Kenya country manager for SpringRock Group, Ogutu Okudo, spoke to James Kahongeh on how the region can better tap its renewable energy sources and how to get more young people and women into the sector.
Women only make up 19 per cent in the energy sphere. In what practical ways can their involvement be enhanced to close the gap?
There’s one woman for every five men in engineering classes in majority of universities in East Africa. But addressing the gender disparity in the energy sphere is more than just looking at numbers in the workplace. We must approach it from a systematic social understanding.
One way to address this is to demystify STEM courses early. This will increase the number of girls who later pursue STEM in their undergraduate studies and join these careers. Women must also mentor other women at the workplace and not play small. They must compete for more involving duties, seek promotions and demand higher pay. Men must also be equally involved in this endeavour.
Why is it necessary to have more women and youth in the energy space?
East Africa is currently going through an exciting period of industrial and technological revolution. The region is witnessing massive infrastructural development with pipelines, superhighways, ports, and railways being built. This has created a huge demand for specialised technical skills. Having the right skills will allow women and youth to contribute and benefit from this transformational change in the region.
So far, Women in Energy and Extractives (WEX) has offered training to informal sector entrepreneurs and empowered nearly 100,000 girls in Kenyan schools through our STEM outreach campaign.
East Africa enjoys plenty of sunshine and wind. What keeps the region from fully exploiting its massive clean energy potential?

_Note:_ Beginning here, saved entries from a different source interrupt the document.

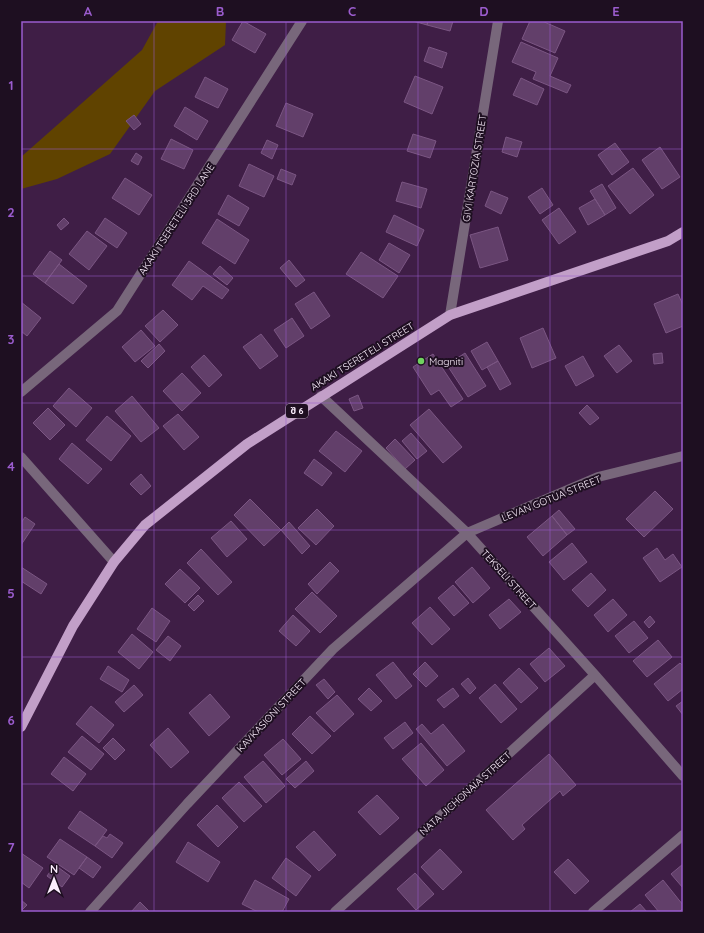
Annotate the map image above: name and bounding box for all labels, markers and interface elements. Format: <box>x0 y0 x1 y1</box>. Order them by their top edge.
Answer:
text: A <box>84 3 93 19</box>
text: B <box>216 3 224 19</box>
text: C <box>348 3 356 19</box>
text: D <box>479 3 489 19</box>
text: E <box>612 3 620 19</box>
text: 1 <box>8 77 14 93</box>
street label: GIVI KARTOZIA STREET <box>460 114 489 223</box>
street label: AKAKI TSERETELI 3RD LANE <box>135 161 218 277</box>
text: 2 <box>7 204 15 220</box>
street label: AKAKI TSERETELI STREET <box>308 319 416 394</box>
text: 3 <box>8 331 15 347</box>
place label: Magniti <box>429 355 463 368</box>
marker: Magniti <box>416 356 426 366</box>
road number: შ 6 <box>286 404 308 418</box>
text: 4 <box>7 458 15 474</box>
street label: LEVAN GOTUA STREET <box>500 473 603 524</box>
street label: TEKSELI STREET <box>478 547 539 612</box>
text: 5 <box>7 585 15 601</box>
street label: KAVKASIONI STREET <box>234 676 309 755</box>
text: 6 <box>7 712 15 728</box>
street label: NATA JICHONAIA STREET <box>417 749 514 838</box>
text: 7 <box>7 839 15 855</box>
north arrow <box>34 859 74 899</box>
text: N <box>50 862 58 876</box>

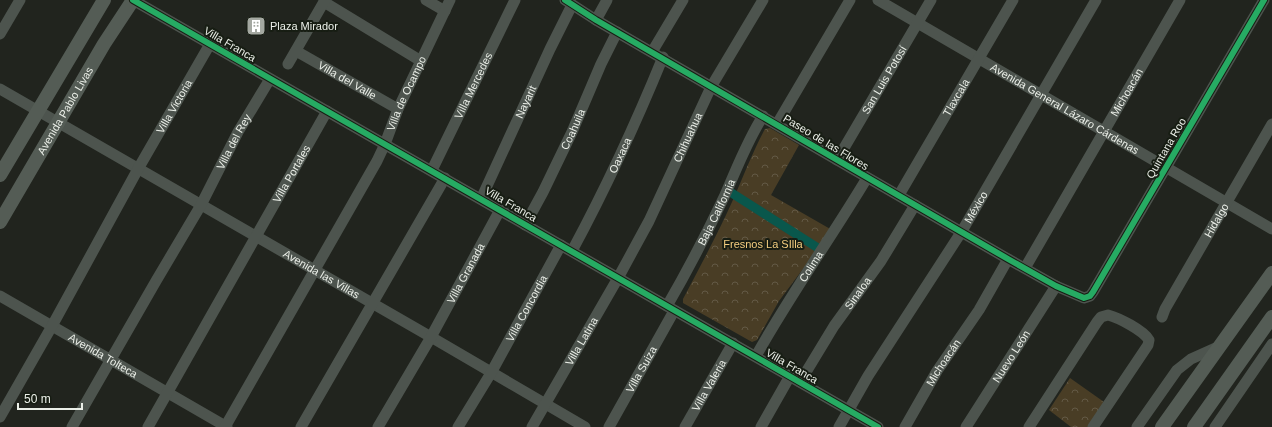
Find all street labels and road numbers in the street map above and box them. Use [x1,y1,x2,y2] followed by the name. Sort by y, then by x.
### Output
[202,24,259,64] street label: Villa Franca
[859,44,909,116] street label: San Luis Potosí
[452,50,495,121] street label: Villa Mercedes
[384,54,428,132] street label: Villa de Ocampo
[316,59,379,101] street label: Villa del Valle
[989,61,1141,157] street label: Avenida General Lázaro Cárdenas
[35,64,96,157] street label: Avenida Pablo Livas
[1108,66,1145,118] street label: Michoacán
[941,76,972,118] street label: Tlaxcala
[154,77,195,136] street label: Villa Victoria
[513,83,538,120] street label: Nayarit
[558,106,587,152] street label: Coahuila
[671,110,705,164] street label: Chihuahua
[214,111,254,171] street label: Villa del Rey
[781,112,871,172] street label: Paseo de las Flores
[1144,116,1188,180] street label: Quintana Roo
[606,135,634,175] street label: Oaxaca
[270,143,313,205] street label: Villa Portales
[695,177,737,247] street label: Baja California
[483,184,540,224] street label: Villa Franca
[962,189,990,225] street label: México
[1202,201,1231,239] street label: Hidalgo
[444,240,487,305] street label: Villa Granada
[281,247,362,301] street label: Avenida las Villas
[797,248,826,284] street label: Colima
[503,272,550,344] street label: Villa Concordia
[842,274,874,312] street label: Sinaloa
[563,314,601,368] street label: Villa Latina
[990,328,1032,384] street label: Nuevo León
[67,331,140,380] street label: Avenida Tolteca
[924,337,963,388] street label: Michoacán
[624,343,659,395] street label: Villa Suiza
[764,346,821,386] street label: Villa Franca
[689,357,729,413] street label: Villa Valeria

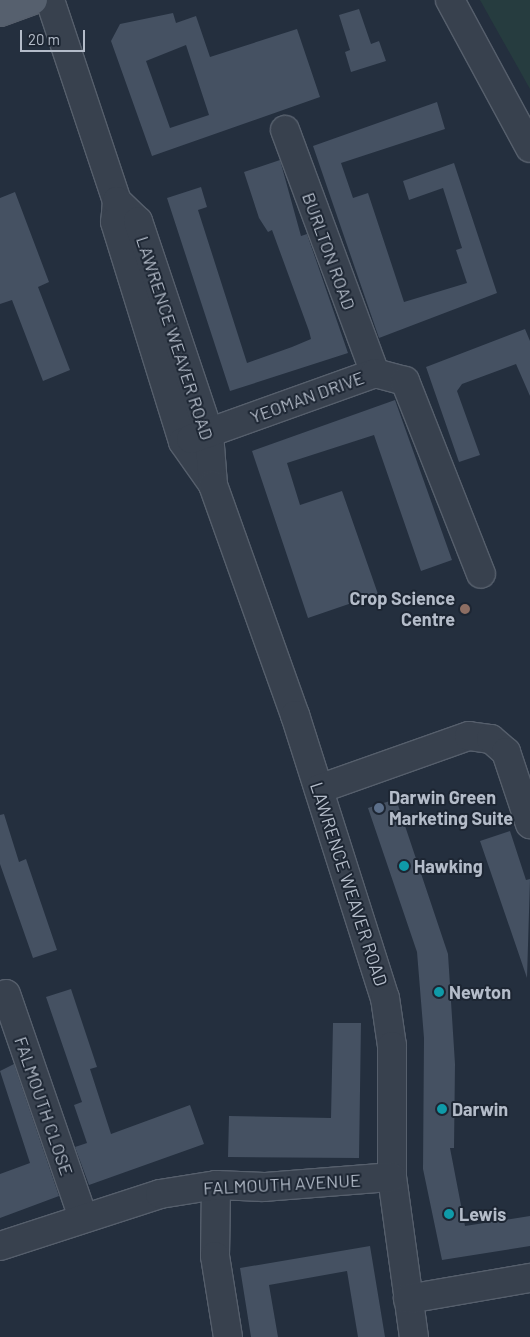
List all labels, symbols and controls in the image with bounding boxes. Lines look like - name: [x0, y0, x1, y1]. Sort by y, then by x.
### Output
- scale bar: [22, 20, 88, 52]
- text: 20 m: [28, 30, 60, 48]
- street label: BURLTON ROAD: [298, 189, 360, 313]
- street label: LAWRENCE WEAVER ROAD: [132, 233, 218, 443]
- street label: YEOMAN DRIVE: [247, 366, 367, 428]
- place label: Crop Science Centre: [350, 588, 455, 630]
- marker: Crop Science Centre: [459, 603, 471, 615]
- street label: LAWRENCE WEAVER ROAD: [306, 779, 392, 989]
- place label: Darwin Green Marketing Suite: [389, 787, 513, 830]
- marker: Darwin Green Marketing Suite: [373, 802, 385, 814]
- place label: Hawking: [414, 855, 483, 877]
- marker: Hawking: [398, 860, 410, 872]
- place label: Newton: [449, 981, 511, 1003]
- marker: Newton: [433, 986, 445, 998]
- street label: FALMOUTH CLOSE: [10, 1034, 78, 1178]
- place label: Darwin: [452, 1098, 508, 1120]
- marker: Darwin: [436, 1103, 448, 1115]
- street label: FALMOUTH AVENUE: [203, 1169, 361, 1199]
- place label: Lewis: [459, 1203, 506, 1225]
- marker: Lewis: [443, 1208, 455, 1220]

For government institutions to make viable business case studies to exploit these resources, findings from research are integral. In East Africa, however, governments spend less than one per cent of their annual budgets on research and development. Energy dockets are politicised. Other challenges include barriers in technical, technological, economic capacity and institutional weaknesses.
What then do governments need to do to tap into renewable energy sources?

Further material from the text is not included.